In this work, we will not only strengthen our societies and improve peacekeeping, but you will play your part in showing that no perpetrator is above the law and no survivor is beneath it. And I am here, determined to do anything I can to work alongside all of you. Thank you for all you've done today, thank you for your efforts, and I look forward to our work.

(Applause)

Isabelle Daoust: Thank you very much, Ms. Jolie.

I would now like to invite the Honourable Chrystia Freeland, Minister of Foreign Affairs, to thank our speaker. Minister?

Hon. Chrystia Freeland: Thank you, Isabelle. And it’s really a privilege, an honour to thank Ms. Jolie for her remarks.

Look, I think that my Prime Minister delivered a fantastic speech this morning. But I suspect that when all of us go home tonight or tomorrow and talk to our families about the speeches we heard at this conference, our families are going to be most interested in what we heard from Angelina Jolie. And that is because she is doing something really remarkable with her life, which is using the power of her celebrity and the power of her intellect to bring difficult, painful issues that a lot of us would rather not think about and to really shine a light on those issues. And for that, Ms. Jolie, I think I and everyone here would really like to sincerely thank you.

(Applause)

And speaking as a woman, I also want to thank you for your passionate and your courageous feminism. It is so important for all of us to hear someone say it is unacceptable for rape to be used as a weapon of war; to hear someone say that rape is not about sex, it is about violence, it is about imposing submission on women, and those are very, very important words.
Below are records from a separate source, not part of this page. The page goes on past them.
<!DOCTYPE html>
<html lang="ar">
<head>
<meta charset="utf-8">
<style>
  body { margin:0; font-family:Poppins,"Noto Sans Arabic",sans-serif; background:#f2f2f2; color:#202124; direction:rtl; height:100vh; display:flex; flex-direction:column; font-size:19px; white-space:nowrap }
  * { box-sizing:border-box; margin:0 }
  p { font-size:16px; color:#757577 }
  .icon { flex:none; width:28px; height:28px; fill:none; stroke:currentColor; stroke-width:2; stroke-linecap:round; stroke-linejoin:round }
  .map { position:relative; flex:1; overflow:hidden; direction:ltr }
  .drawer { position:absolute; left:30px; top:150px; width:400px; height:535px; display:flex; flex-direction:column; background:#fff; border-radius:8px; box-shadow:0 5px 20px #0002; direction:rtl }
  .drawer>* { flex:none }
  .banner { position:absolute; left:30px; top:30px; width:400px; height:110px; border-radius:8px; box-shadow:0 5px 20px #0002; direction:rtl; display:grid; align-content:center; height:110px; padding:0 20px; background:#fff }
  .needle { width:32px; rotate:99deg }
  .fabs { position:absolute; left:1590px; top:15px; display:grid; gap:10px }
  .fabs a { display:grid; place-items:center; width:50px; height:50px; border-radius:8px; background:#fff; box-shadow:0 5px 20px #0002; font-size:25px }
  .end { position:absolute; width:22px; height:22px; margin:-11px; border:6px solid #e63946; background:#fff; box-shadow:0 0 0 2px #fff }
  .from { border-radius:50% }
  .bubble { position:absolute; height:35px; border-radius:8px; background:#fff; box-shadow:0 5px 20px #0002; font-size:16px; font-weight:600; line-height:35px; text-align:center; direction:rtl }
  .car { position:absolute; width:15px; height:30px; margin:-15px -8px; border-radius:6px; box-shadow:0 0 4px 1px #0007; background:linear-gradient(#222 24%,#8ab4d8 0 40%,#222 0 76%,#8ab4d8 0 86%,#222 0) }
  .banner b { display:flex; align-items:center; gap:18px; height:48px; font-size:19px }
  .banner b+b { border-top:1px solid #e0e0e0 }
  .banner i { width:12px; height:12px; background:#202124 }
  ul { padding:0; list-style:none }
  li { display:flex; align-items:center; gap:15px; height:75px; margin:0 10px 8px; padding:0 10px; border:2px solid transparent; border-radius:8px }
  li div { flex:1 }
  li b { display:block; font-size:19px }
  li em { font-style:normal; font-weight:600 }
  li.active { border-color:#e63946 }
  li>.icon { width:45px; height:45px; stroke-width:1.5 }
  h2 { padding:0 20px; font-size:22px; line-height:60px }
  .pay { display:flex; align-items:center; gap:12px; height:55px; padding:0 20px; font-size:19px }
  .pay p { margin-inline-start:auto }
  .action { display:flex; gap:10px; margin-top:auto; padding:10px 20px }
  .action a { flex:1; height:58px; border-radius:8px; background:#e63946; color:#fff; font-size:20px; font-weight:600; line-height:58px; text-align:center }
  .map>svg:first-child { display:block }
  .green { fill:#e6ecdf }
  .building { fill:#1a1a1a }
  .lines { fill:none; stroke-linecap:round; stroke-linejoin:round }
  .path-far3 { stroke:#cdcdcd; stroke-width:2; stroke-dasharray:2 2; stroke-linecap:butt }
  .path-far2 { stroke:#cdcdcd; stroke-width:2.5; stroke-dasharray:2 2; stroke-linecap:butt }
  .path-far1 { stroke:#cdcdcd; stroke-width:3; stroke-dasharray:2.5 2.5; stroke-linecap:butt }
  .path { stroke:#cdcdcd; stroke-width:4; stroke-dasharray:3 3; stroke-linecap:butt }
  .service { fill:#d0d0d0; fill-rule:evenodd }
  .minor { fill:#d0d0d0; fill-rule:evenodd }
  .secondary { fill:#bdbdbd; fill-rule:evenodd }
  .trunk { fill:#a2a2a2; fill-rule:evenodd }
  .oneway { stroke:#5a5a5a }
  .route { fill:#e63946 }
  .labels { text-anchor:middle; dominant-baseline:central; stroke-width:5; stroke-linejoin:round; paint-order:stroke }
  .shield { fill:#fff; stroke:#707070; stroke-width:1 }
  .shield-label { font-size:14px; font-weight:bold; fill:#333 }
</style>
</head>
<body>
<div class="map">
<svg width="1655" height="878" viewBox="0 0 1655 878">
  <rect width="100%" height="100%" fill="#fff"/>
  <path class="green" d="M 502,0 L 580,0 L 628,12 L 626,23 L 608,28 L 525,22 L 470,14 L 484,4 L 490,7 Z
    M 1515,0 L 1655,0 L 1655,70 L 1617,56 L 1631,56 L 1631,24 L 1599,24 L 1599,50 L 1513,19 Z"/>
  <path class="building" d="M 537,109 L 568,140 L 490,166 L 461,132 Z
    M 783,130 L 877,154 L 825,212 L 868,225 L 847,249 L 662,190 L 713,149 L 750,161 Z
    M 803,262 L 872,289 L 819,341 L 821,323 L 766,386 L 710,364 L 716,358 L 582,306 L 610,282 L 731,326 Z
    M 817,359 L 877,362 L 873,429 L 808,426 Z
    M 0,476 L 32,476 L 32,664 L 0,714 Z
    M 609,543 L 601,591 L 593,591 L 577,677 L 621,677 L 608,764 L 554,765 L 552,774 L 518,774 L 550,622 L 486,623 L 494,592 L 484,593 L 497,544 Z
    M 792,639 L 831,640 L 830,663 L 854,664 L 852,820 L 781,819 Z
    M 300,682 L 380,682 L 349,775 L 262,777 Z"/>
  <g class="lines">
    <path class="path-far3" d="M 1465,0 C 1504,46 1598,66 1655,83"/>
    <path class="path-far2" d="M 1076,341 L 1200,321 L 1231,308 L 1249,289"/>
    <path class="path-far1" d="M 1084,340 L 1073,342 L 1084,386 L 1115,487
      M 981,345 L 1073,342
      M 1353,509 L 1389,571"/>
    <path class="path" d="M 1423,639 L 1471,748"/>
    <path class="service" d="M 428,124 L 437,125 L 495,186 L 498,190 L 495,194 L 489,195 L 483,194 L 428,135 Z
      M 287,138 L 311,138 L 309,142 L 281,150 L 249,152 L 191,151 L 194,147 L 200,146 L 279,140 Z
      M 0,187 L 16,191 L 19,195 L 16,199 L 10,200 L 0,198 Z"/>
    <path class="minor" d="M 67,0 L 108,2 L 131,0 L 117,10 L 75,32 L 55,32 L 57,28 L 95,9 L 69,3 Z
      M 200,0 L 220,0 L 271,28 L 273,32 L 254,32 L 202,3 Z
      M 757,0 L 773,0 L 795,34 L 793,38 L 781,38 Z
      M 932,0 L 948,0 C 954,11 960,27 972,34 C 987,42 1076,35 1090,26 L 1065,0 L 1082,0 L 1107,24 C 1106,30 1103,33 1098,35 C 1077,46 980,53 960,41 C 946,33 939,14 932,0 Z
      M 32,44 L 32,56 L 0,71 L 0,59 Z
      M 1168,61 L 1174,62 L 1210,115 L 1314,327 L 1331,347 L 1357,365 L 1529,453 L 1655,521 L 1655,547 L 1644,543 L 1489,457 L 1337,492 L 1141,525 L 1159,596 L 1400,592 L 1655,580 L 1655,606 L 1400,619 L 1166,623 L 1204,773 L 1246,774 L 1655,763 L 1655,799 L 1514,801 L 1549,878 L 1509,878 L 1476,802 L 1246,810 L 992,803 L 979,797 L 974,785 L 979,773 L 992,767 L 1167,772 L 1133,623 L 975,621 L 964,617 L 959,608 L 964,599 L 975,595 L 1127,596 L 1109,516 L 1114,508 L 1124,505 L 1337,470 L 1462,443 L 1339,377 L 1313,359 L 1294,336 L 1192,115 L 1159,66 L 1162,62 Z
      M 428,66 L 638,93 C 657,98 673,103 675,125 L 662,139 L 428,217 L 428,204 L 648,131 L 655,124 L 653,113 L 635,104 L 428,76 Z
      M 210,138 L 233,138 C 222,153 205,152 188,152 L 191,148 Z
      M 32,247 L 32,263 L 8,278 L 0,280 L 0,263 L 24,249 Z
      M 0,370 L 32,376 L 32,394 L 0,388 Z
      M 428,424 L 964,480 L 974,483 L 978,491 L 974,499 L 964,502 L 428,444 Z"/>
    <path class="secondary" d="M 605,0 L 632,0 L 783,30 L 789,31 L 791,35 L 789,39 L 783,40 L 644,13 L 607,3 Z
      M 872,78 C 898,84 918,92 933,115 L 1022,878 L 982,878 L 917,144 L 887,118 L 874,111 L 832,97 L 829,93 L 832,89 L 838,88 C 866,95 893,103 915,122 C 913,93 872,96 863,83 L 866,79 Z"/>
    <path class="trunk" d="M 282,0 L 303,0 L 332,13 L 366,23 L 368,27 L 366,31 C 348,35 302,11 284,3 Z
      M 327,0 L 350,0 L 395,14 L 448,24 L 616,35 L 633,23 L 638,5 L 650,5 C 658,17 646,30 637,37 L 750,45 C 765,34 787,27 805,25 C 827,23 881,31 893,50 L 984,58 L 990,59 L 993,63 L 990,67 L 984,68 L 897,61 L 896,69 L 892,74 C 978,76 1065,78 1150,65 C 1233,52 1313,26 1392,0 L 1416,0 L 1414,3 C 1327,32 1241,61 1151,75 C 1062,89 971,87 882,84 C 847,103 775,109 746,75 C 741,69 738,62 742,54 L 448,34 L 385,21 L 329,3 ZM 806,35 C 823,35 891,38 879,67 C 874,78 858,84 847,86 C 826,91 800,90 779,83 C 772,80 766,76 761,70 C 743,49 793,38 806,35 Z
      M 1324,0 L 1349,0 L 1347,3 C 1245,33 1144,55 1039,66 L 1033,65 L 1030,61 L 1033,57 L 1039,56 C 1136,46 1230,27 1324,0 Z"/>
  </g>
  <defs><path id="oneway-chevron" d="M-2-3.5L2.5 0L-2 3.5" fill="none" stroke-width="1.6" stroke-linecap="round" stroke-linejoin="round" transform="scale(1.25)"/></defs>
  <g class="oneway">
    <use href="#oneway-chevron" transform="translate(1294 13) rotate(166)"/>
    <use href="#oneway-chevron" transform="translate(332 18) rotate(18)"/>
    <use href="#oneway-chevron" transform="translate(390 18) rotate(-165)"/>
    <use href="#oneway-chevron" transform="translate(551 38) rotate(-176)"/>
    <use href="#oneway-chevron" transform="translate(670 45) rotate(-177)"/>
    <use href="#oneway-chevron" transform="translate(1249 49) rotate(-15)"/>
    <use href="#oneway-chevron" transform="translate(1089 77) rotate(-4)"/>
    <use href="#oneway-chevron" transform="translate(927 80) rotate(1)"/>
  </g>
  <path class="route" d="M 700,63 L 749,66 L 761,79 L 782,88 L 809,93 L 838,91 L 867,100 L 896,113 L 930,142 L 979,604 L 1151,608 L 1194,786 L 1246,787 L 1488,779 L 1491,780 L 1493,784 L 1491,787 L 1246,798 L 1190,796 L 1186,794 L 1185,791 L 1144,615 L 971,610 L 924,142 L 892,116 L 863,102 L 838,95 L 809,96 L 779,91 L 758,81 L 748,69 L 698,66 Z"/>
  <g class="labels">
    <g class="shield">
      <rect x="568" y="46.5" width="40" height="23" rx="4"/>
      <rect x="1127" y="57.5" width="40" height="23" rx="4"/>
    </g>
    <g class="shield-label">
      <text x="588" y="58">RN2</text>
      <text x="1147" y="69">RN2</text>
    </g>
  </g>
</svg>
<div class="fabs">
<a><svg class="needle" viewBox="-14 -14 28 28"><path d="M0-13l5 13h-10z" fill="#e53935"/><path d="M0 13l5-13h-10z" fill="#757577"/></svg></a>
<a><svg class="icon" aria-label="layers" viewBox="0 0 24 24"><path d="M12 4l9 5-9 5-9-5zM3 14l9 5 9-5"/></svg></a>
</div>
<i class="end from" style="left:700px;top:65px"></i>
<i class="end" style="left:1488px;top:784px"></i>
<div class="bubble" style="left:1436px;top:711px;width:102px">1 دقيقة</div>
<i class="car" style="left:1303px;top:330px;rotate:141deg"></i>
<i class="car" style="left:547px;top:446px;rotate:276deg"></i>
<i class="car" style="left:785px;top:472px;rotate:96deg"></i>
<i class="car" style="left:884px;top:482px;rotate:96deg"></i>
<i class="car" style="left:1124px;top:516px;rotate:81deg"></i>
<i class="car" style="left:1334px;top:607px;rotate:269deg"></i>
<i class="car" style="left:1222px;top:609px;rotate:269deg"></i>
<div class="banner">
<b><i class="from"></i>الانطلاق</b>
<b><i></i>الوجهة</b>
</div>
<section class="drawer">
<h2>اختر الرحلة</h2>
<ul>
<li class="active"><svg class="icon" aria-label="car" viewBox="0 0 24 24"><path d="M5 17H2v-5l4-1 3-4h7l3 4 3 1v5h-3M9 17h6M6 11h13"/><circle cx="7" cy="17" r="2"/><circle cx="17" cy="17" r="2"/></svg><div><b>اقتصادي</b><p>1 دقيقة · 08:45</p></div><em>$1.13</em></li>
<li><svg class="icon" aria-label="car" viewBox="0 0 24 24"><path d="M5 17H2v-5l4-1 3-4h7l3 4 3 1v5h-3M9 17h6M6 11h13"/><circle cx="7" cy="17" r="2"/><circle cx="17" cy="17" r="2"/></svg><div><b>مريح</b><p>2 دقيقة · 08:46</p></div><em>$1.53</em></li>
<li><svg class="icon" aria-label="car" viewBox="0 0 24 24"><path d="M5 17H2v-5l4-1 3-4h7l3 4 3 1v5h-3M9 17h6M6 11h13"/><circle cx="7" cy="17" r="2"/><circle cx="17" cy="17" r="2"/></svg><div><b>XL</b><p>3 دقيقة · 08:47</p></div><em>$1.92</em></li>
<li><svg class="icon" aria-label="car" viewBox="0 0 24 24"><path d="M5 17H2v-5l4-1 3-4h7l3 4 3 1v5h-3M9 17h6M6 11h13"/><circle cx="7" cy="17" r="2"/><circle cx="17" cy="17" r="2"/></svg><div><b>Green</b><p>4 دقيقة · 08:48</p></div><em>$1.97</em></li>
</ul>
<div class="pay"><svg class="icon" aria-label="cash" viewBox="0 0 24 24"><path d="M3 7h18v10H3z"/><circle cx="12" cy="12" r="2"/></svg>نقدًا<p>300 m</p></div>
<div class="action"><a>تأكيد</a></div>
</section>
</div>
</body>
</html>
And finally, I want to thank you for what I think is perhaps the most important message that you've brought to us today, and - and that you are bringing to the world. And that is it’s not enough for us to be horrified by these truly atrocious behaviors. It's really time to say, you know what, we can actually do something about it. And I - you know, what we’ve heard from Angelina, what we heard a little bit earlier in the testimony of a former child soldier, these are really horrific things, and I think it's important for us to be moved and repelled and - and hurt by them. But it's even more important not to lose heart, and it’s more important to say, you know what, it's time to move from rhetoric to action. And I really believe that one of the very important legacies of this event here today is going to be to actually make a change, to actually make a change by getting more women involved in peacekeeping, by actually holding accountable those who commit these horrific crimes.

So thank you very, very much, Angelina. I think you have inspired us all with your courage and your ideas. And I'm not wearing sleeves so I can't say let's roll them up, but let's get to work. Merci beaucoup.